» WORK TASK:
If a line of the records contains the word "worn", list it.

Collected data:
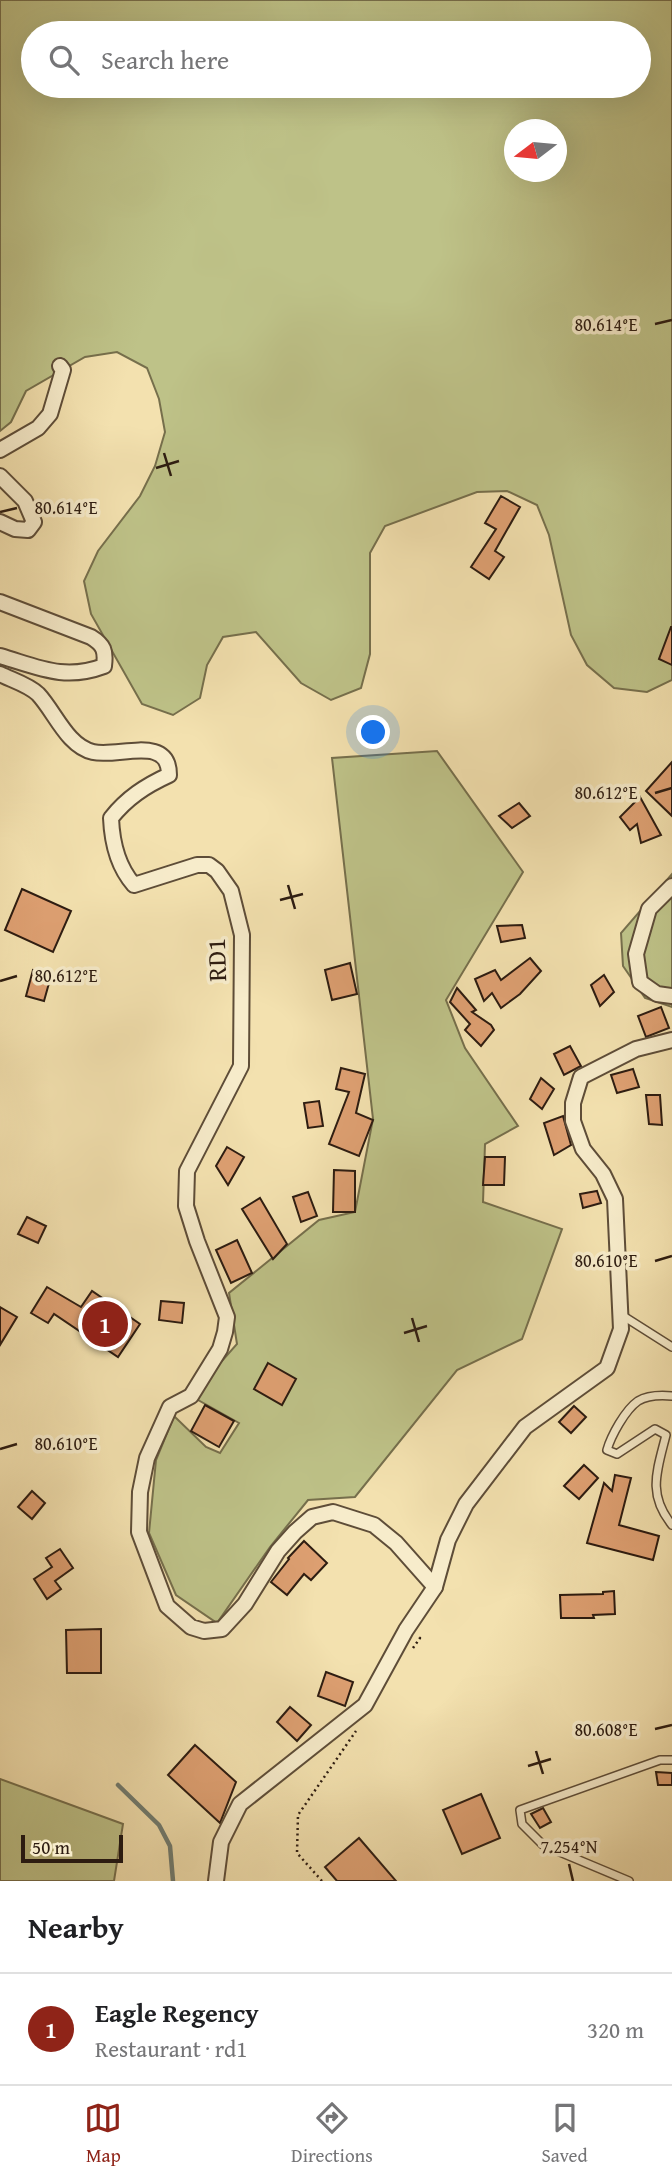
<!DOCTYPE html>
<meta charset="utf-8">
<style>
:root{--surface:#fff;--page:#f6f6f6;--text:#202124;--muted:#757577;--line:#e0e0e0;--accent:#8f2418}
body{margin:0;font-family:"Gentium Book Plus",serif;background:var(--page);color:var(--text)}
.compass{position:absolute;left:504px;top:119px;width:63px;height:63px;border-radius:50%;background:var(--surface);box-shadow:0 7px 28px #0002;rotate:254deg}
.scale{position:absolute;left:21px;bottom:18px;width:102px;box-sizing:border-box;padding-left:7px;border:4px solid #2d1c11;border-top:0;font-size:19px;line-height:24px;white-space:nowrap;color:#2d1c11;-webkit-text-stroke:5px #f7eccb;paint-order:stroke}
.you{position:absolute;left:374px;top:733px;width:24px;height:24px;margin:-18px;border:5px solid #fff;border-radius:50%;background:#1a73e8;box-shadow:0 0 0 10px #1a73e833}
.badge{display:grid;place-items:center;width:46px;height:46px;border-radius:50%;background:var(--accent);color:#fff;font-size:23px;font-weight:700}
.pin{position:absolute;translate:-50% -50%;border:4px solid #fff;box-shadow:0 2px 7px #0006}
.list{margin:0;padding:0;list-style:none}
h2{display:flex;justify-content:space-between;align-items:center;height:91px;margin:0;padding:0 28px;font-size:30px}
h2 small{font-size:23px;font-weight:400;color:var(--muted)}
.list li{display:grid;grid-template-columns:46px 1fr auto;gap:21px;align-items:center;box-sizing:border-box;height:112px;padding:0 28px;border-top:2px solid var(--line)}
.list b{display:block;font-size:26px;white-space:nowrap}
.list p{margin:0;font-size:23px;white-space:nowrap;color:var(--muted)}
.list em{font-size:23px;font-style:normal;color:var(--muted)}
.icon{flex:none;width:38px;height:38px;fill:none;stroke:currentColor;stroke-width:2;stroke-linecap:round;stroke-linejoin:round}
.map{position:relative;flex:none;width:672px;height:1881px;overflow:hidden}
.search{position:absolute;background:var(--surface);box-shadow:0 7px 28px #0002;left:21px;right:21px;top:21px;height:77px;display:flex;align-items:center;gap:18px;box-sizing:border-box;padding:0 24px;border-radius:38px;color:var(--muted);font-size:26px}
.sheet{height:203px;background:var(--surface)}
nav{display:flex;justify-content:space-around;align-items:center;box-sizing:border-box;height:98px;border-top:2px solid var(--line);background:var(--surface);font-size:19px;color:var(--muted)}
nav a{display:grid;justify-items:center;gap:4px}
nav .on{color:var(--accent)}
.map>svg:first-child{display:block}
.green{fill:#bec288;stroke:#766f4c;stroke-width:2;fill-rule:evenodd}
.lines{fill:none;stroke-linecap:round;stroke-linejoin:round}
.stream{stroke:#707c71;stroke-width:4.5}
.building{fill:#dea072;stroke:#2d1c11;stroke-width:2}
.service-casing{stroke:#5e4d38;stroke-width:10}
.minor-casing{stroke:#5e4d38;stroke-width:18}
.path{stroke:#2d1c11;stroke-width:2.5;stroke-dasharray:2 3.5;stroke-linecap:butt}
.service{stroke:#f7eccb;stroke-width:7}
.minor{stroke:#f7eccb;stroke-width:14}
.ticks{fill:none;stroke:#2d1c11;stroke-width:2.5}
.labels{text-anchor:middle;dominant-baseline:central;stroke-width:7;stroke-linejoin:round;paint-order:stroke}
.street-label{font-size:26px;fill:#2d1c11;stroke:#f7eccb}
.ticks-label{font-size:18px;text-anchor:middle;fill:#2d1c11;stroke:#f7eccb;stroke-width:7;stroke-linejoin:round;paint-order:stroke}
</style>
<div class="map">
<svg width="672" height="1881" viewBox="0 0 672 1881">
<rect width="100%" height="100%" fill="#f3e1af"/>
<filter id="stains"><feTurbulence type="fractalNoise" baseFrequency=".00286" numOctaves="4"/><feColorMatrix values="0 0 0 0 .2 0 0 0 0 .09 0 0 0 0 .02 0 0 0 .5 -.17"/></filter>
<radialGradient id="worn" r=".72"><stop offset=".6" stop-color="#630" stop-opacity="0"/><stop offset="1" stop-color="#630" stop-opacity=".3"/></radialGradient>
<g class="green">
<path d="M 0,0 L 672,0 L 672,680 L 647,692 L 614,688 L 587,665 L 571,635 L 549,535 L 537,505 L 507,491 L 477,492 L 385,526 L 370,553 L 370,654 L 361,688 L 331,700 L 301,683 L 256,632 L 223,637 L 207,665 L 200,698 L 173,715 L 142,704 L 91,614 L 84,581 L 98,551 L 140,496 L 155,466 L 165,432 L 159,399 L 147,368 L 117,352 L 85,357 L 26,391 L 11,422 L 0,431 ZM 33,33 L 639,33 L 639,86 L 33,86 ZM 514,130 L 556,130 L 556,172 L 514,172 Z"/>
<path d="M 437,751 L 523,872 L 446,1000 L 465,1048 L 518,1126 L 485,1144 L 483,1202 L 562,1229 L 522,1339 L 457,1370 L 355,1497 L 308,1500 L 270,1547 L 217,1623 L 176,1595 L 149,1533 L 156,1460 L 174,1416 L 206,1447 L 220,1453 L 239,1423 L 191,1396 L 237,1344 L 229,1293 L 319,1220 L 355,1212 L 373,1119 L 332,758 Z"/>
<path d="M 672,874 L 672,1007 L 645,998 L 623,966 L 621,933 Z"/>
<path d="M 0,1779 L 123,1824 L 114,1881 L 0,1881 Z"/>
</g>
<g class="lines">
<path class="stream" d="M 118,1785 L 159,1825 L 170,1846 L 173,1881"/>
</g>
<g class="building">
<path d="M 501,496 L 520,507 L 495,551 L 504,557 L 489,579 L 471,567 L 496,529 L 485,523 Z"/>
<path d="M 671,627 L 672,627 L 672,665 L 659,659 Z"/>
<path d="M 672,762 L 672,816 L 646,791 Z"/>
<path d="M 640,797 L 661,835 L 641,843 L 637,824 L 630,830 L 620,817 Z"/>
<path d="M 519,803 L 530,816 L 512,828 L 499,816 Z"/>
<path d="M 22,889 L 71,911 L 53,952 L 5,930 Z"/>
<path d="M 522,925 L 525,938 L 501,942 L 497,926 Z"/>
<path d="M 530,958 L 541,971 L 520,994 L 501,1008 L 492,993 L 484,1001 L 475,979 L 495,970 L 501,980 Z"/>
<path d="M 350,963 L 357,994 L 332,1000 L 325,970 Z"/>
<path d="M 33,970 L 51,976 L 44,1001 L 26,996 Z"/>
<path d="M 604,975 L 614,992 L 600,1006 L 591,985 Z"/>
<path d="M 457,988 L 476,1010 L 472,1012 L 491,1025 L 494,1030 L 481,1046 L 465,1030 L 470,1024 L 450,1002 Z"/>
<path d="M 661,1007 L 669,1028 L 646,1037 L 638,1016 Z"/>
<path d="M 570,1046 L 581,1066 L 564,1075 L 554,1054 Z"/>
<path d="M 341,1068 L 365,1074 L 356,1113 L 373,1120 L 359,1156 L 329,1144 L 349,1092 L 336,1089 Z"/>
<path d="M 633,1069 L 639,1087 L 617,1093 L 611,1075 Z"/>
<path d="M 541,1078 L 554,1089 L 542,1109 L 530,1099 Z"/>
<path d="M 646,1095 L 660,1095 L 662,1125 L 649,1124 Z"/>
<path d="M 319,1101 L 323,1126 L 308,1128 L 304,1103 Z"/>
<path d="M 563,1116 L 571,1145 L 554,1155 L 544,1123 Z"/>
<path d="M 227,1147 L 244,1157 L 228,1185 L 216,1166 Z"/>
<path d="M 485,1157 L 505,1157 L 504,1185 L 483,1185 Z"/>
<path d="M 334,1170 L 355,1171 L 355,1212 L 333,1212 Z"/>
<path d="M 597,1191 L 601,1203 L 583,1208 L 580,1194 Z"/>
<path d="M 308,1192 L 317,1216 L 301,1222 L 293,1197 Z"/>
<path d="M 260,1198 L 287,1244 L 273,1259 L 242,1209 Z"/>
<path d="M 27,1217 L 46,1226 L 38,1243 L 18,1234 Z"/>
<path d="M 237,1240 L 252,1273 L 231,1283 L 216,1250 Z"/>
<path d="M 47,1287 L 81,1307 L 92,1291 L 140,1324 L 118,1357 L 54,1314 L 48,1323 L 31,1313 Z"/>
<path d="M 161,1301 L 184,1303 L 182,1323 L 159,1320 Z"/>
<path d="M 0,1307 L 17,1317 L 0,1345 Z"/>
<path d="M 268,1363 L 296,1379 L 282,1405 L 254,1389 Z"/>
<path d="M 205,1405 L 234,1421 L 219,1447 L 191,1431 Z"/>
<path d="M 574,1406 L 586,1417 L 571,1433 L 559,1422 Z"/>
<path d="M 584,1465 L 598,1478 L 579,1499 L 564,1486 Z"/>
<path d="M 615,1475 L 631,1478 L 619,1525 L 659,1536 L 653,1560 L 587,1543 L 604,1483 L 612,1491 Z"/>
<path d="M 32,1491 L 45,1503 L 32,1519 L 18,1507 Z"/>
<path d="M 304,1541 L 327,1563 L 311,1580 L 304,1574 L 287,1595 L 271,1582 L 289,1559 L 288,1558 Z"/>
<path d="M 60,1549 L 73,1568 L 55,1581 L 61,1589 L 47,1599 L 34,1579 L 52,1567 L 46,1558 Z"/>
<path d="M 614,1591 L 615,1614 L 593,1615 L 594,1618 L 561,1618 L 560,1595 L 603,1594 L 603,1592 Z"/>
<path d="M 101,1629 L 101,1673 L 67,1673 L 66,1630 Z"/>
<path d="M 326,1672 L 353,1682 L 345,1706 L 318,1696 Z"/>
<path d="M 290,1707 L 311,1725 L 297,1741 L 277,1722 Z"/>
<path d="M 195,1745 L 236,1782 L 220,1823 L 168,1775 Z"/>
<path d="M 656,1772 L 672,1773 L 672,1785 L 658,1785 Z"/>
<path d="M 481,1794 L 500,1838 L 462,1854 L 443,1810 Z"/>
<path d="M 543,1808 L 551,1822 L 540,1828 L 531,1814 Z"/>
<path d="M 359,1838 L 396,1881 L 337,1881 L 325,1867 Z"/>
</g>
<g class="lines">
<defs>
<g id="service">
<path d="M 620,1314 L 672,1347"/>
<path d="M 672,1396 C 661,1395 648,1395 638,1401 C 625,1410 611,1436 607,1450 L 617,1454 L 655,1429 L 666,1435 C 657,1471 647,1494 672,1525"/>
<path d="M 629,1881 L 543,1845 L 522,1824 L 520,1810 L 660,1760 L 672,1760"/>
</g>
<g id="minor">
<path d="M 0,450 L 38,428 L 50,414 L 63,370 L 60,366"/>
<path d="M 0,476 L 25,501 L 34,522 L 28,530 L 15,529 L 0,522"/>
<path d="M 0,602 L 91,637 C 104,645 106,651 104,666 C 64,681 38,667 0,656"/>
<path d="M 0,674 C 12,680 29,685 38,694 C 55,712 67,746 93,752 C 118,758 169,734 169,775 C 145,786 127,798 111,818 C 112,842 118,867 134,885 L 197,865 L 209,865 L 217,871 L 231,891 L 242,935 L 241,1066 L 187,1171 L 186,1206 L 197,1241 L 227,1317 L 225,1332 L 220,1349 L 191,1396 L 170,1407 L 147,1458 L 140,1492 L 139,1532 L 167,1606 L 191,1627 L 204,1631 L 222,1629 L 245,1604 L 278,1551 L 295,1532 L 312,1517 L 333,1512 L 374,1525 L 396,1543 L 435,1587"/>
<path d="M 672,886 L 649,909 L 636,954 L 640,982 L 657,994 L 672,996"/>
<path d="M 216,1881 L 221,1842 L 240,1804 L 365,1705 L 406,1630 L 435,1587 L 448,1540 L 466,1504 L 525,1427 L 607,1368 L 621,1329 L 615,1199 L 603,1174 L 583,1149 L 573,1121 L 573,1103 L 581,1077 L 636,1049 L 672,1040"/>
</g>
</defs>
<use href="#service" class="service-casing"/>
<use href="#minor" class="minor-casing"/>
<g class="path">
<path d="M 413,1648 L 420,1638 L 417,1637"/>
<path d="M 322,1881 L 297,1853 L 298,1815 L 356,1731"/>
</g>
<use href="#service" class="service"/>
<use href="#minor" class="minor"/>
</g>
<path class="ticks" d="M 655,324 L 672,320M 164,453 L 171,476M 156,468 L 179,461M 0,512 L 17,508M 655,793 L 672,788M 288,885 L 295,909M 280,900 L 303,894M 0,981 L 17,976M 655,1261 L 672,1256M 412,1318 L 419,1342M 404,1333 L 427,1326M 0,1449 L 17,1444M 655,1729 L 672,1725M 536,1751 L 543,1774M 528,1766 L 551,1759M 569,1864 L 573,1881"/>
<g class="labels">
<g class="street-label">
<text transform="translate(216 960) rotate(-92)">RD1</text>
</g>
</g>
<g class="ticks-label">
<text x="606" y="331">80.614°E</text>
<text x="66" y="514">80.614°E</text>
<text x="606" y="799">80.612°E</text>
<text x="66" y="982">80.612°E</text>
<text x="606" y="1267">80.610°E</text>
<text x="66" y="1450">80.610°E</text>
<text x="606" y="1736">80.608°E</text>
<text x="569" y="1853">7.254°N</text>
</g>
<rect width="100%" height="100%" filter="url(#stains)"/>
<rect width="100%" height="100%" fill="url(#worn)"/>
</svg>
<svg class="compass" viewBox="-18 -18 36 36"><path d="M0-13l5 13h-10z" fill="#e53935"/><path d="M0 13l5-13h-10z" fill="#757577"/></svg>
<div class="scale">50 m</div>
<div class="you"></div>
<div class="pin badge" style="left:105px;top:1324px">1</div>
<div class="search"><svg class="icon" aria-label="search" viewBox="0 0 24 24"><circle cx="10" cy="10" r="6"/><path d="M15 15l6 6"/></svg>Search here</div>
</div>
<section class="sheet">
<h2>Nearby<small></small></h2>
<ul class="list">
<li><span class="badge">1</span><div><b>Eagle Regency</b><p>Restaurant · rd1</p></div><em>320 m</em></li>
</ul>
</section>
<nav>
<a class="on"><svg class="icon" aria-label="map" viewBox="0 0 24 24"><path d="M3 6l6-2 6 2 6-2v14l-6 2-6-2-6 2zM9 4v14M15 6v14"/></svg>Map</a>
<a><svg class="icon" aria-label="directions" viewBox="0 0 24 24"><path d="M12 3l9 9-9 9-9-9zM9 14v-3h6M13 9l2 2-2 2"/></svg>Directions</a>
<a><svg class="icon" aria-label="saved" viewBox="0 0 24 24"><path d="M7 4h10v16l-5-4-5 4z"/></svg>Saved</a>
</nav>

» TASK OUTPUT:
<radialGradient id="worn" r=".72"><stop offset=".6" stop-color="#630" stop-opacity="0"/><stop offset="1" stop-color="#630" stop-opacity=".3"/></radialGradient>
<rect width="100%" height="100%" fill="url(#worn)"/>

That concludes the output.